- Task goal:
Pull every line from the records that has the word "service" in it.

- Data supplied:
┏━━

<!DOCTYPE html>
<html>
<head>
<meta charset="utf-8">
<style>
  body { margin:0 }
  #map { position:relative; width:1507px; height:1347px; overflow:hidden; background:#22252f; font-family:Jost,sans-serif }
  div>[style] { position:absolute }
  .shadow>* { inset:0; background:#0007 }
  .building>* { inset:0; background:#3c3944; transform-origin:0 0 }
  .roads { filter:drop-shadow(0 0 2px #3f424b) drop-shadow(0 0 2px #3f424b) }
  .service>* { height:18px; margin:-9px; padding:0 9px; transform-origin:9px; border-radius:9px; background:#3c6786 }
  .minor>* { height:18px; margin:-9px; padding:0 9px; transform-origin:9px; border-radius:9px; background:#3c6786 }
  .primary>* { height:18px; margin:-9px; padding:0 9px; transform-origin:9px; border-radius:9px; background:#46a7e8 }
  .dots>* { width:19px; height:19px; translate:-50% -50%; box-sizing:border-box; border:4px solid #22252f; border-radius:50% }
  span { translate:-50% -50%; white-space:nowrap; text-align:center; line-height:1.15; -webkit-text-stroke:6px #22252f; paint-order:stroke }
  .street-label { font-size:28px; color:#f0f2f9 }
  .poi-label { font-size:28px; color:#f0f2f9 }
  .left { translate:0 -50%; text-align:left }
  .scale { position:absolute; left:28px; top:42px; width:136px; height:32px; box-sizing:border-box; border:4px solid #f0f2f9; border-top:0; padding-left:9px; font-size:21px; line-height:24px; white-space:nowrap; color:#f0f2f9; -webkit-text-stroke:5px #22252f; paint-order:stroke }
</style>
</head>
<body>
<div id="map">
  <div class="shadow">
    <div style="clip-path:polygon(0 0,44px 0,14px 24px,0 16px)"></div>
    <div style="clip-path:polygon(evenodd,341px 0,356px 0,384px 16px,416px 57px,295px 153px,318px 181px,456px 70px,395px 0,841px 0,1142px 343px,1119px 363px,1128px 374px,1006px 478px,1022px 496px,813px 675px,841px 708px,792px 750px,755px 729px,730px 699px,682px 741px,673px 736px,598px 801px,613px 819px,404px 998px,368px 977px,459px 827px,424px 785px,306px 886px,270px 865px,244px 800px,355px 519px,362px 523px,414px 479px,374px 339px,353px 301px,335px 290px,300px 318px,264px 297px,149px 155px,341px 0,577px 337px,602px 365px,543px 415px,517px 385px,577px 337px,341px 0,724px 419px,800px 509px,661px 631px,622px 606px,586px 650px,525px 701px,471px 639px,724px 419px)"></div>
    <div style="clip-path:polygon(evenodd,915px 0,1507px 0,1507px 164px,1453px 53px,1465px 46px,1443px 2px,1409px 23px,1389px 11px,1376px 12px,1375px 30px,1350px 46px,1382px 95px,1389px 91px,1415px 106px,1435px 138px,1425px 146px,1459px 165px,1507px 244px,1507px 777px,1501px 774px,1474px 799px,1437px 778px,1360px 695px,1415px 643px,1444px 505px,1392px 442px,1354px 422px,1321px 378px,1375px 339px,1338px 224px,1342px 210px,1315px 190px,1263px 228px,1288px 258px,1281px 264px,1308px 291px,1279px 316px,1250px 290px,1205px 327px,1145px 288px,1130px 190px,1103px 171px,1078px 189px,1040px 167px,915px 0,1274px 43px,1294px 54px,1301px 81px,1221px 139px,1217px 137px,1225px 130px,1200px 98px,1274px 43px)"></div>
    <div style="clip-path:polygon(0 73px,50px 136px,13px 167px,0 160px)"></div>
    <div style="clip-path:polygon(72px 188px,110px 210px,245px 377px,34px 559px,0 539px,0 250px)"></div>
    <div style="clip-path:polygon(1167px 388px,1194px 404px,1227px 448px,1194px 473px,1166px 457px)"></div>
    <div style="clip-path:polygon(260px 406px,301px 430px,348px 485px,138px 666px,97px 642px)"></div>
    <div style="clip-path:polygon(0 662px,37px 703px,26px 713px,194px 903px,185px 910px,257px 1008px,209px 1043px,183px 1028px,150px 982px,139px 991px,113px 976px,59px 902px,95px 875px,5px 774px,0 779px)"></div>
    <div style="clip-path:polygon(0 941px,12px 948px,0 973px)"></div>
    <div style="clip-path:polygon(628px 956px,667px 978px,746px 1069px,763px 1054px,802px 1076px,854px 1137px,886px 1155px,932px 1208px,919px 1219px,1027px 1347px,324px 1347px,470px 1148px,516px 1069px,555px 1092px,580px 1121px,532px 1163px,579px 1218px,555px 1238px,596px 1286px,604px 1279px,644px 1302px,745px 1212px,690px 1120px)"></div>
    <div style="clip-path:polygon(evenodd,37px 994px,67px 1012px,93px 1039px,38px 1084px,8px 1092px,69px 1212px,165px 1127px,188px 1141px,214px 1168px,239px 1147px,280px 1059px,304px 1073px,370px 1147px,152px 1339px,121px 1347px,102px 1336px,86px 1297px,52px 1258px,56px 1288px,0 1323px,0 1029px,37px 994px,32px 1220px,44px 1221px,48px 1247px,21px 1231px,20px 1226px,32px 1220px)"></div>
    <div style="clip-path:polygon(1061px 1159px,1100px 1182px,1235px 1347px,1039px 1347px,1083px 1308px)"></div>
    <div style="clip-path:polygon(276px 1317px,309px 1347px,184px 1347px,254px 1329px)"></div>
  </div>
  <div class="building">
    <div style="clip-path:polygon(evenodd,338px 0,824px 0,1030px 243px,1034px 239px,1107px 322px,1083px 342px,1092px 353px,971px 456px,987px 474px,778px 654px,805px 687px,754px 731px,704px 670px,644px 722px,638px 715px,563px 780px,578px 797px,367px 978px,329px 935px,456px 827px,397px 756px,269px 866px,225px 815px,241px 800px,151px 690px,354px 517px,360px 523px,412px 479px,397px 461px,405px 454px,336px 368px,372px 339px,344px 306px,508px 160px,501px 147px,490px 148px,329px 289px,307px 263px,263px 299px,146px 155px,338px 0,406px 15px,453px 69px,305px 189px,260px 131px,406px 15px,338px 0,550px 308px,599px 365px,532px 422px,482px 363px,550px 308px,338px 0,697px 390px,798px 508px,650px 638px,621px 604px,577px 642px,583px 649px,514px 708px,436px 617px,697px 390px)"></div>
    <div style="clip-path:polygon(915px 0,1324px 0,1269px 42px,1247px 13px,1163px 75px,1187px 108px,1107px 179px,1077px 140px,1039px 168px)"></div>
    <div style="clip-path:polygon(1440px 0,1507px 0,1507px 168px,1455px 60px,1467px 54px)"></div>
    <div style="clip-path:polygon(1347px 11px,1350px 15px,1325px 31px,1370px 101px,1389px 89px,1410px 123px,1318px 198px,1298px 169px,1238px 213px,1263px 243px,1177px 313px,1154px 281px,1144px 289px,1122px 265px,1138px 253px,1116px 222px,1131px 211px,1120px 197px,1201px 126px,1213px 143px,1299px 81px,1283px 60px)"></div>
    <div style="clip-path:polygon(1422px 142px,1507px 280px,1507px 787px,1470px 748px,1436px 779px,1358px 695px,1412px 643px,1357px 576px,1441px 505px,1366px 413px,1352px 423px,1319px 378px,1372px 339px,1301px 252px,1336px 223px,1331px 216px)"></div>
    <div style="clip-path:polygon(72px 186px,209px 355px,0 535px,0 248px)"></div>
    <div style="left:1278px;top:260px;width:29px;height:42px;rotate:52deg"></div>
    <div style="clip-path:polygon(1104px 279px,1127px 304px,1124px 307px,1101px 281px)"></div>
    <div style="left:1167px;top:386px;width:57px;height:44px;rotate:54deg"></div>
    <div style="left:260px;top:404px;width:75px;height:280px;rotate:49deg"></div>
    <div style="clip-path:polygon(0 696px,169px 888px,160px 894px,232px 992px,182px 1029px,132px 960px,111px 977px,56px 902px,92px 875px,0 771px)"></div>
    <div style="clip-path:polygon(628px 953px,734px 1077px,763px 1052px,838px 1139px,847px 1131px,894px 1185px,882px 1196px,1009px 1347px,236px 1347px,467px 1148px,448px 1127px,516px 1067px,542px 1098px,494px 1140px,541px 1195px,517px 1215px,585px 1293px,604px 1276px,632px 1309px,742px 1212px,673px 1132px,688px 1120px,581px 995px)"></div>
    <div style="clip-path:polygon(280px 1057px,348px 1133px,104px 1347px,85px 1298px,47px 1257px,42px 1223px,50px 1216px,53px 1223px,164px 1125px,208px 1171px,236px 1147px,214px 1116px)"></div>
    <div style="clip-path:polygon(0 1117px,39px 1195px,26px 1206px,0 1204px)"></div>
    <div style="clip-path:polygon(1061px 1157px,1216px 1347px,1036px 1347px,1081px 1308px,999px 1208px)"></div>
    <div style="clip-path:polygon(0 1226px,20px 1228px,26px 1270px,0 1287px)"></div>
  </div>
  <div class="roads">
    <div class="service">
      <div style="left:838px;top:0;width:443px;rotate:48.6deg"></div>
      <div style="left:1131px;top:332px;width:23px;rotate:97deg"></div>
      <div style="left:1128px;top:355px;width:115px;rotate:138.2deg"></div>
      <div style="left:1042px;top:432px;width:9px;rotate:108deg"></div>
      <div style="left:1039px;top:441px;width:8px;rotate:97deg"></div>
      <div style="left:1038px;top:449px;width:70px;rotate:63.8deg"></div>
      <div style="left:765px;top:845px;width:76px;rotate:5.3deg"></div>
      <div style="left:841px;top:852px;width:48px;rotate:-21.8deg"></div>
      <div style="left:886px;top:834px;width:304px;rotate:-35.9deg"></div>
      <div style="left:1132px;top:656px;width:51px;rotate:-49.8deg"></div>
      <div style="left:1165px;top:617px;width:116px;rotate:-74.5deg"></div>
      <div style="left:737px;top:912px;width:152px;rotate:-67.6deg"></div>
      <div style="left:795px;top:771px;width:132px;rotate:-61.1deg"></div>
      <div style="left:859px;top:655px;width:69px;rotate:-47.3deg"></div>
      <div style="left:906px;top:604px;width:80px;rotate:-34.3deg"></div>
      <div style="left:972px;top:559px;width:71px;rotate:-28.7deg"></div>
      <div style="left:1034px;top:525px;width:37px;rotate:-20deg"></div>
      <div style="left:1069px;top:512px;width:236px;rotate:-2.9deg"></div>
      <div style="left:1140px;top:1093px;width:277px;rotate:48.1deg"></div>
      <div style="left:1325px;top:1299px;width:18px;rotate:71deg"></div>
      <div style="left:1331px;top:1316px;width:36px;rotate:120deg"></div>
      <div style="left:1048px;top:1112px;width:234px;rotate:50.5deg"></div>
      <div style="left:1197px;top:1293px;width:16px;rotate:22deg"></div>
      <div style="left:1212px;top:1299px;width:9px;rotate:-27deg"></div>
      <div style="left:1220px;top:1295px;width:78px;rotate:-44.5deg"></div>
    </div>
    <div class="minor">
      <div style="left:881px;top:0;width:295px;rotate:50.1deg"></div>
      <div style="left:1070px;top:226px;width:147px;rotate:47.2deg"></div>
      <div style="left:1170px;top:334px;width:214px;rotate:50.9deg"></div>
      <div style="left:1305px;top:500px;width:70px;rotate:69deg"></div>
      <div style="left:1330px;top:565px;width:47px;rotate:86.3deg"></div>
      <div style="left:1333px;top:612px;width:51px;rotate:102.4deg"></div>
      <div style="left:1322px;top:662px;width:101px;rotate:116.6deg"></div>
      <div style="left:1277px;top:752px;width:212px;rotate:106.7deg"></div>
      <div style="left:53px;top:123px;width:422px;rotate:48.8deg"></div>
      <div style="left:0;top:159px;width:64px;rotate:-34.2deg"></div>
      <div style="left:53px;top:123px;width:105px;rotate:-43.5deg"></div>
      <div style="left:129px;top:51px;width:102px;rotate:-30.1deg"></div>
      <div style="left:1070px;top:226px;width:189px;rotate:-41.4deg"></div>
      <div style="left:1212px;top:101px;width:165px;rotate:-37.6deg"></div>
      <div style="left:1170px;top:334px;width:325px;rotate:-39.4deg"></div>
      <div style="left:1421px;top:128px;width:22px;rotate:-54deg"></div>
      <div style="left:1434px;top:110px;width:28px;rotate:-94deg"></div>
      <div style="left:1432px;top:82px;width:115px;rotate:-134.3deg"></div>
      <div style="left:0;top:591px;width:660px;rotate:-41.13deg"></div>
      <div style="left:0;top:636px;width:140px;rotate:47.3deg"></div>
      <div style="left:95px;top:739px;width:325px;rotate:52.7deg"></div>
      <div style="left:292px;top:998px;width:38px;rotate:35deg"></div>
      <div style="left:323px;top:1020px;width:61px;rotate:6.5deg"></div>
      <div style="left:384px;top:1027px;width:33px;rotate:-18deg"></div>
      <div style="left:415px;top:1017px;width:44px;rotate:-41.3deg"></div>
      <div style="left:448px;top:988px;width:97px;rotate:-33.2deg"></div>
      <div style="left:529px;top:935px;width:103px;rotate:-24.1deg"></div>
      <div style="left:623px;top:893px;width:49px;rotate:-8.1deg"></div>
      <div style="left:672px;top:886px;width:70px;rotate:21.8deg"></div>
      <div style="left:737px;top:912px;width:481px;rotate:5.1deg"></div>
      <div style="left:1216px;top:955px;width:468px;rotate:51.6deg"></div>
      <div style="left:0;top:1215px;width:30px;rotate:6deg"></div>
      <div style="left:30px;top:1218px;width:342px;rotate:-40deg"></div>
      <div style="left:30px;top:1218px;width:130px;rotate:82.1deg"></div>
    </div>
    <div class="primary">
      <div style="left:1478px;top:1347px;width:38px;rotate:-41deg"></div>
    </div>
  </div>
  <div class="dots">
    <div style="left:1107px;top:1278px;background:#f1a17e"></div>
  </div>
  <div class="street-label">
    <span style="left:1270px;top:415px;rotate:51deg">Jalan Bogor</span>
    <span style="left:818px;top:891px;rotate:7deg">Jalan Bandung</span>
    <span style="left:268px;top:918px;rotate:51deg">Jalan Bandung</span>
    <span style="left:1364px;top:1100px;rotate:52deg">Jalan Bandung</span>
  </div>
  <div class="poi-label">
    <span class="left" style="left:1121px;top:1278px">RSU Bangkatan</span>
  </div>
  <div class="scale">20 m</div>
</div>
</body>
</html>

┗━━

- Answer section:
  .service>* { height:18px; margin:-9px; padding:0 9px; transform-origin:9px; border-radius:9px; background:#3c6786 }
    <div class="service">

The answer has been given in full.